Ketika penulis membaca respon beberapa agamawan terkait tradisi tersebut, tidak sedikit di antara mereka yang menganggapnya sebagai sebuah tradisi yang menyalahi aturan agama. Mayoritas mereka mengklaim bahwa tradisi tersebut tidak ada dasarnya baik dari al-Qur’an maupun hadis-hadis Rasulullah Saw. Sehingga mereka bersikeras untuk melarang bahkan mencap para pelakunya sebagai golongan primitif yang bergulimang dosa kesyirikan dan tuduhan-tuduhan keji lainnya tanpa mau meneliti filosofi ataupun orientasi masyarakat dibalik pelaksanaan tradisi tersebut. Tulisan sederhana ini akan mencoba mengupas persoalan tersebut dari sudut pandang agama, khususnya al-Qur’an dan Hadis Nabi.
           
Namun sebelum merespon persoalan di atas, ada beberapa hal yang harus diketahui terlebih dahulu. Pertama, sudah menjadi kesepakatan di kalangan ulama mazhab, khususnya mazhab yang empat (meskipun dengan porsi yang berbeda-beda), menjadikan al-Qur’an, Sunah, Ijmak, dan Qiyas (dengan berbagai macam derivasinya) sebagai sumber hukum Islam. Sehingga apapun peristiwa dan kasus baru yang berkaitan dengan agama dan terjadi di berbagai belahan dunia bisa dijawab dengan salah satu piranti yang empat tersebut. Hal ini sesuai dengan spirit yang tertera dalam Surah al-Nisa ayat ke-59 dan wasiat Rasulullah kepada Muadz Ibn Jabal ketika mengutusnya untuk berdakwah ke negeri Yaman kala itu.

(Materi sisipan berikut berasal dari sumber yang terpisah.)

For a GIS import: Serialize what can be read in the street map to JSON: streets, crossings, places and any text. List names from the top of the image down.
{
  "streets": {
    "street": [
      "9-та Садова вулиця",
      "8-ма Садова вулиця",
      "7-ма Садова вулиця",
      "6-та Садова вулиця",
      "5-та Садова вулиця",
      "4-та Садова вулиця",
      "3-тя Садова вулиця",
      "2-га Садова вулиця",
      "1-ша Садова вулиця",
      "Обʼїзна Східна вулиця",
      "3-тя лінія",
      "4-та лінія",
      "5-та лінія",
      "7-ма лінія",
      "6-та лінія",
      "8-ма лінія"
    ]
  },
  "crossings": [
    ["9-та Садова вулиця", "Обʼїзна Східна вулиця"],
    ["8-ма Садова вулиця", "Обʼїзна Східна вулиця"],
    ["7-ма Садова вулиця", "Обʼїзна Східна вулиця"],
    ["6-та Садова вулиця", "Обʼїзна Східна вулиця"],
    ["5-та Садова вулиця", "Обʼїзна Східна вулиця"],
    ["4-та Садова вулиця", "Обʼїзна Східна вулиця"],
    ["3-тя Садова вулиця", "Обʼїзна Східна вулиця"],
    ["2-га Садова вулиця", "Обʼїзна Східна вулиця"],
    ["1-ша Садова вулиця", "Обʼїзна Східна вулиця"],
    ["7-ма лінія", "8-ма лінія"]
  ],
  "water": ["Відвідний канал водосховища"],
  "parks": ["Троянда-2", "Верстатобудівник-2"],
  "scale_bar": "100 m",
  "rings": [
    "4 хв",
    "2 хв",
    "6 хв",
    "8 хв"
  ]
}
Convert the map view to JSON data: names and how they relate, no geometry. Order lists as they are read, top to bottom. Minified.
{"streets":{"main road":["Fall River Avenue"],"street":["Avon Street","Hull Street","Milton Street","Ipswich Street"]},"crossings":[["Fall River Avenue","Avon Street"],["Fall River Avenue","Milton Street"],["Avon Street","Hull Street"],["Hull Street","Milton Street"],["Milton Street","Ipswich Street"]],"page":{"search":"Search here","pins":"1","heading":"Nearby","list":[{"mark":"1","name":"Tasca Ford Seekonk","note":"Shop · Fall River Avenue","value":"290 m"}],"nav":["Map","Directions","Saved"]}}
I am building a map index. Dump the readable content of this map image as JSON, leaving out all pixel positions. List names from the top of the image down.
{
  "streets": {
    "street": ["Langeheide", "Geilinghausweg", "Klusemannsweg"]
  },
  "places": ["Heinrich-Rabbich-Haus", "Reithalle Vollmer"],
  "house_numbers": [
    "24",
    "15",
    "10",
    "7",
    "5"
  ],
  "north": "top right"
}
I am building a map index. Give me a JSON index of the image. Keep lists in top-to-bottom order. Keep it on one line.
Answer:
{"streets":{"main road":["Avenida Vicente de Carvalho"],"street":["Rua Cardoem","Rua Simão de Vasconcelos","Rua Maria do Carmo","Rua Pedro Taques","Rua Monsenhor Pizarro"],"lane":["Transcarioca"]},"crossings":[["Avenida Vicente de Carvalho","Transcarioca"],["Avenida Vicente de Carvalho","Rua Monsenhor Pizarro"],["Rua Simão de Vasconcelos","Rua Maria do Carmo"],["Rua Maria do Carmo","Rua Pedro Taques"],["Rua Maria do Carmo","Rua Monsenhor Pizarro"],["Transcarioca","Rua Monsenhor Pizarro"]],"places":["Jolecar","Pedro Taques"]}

Kedua, Islam merupakan agama universal yang diturunkan Allah Swt kepada semua umat manusia sebagai pedoman dan spirit kehidupan di manapun mereka berada. Islam tidak hanya identik dengan satu tradisi semata, yaitu tradisi Arab misalnya yang menjadi batu loncatan awal perkembangannya. Akan tetapi Islam juga bergumul dan berinteraksi dengan setiap tradisi apapun di mana ajarannya dikembangkan, tidak terkecuali dengan Indonesia pada umumnya ataupun Ranah Minang pada khususnya. Sehingga menilai benar atau salahnya sebuah tradisi dengan menggunakan sudut pandang Arab an sich serta menilai bahwa setiap yang datang dari Arab adalah satu-satunya ajaran Islam merupakan sebuah kekeliruan (kalau tidak akan dibilang kesesatan) dalam berpikir.

Ketiga, permasalahan di atas pada dasarnya berkaitan dengan tradisi dan adat istiadat yang berlaku di daerah Minang. Sehingga sebagai kaum agamawan, kita tidak boleh menilainya hanya dengan melihat sisi luarnya saja tanpa meneliti filosofi dan makna yang terkandung dibalik tradisi tersebut. Berdasarkan penelitian kecil-kecilan yang penulis lakukan kepada beberapa orang responden di daerah menyebutkan bahwa tradisi mendarahi rumah dengan darah ayam jago tersebut hanya sebatas tafaulan (harapan/doa/sikap optimis) semata-mata yang dimohonkan kepada Allah Swt. Yaitu harapan supaya rumah dan semua tiang-tiangnya kokoh dan kuat sebagaimana kokoh dan kuatnya ayam jago tersebut.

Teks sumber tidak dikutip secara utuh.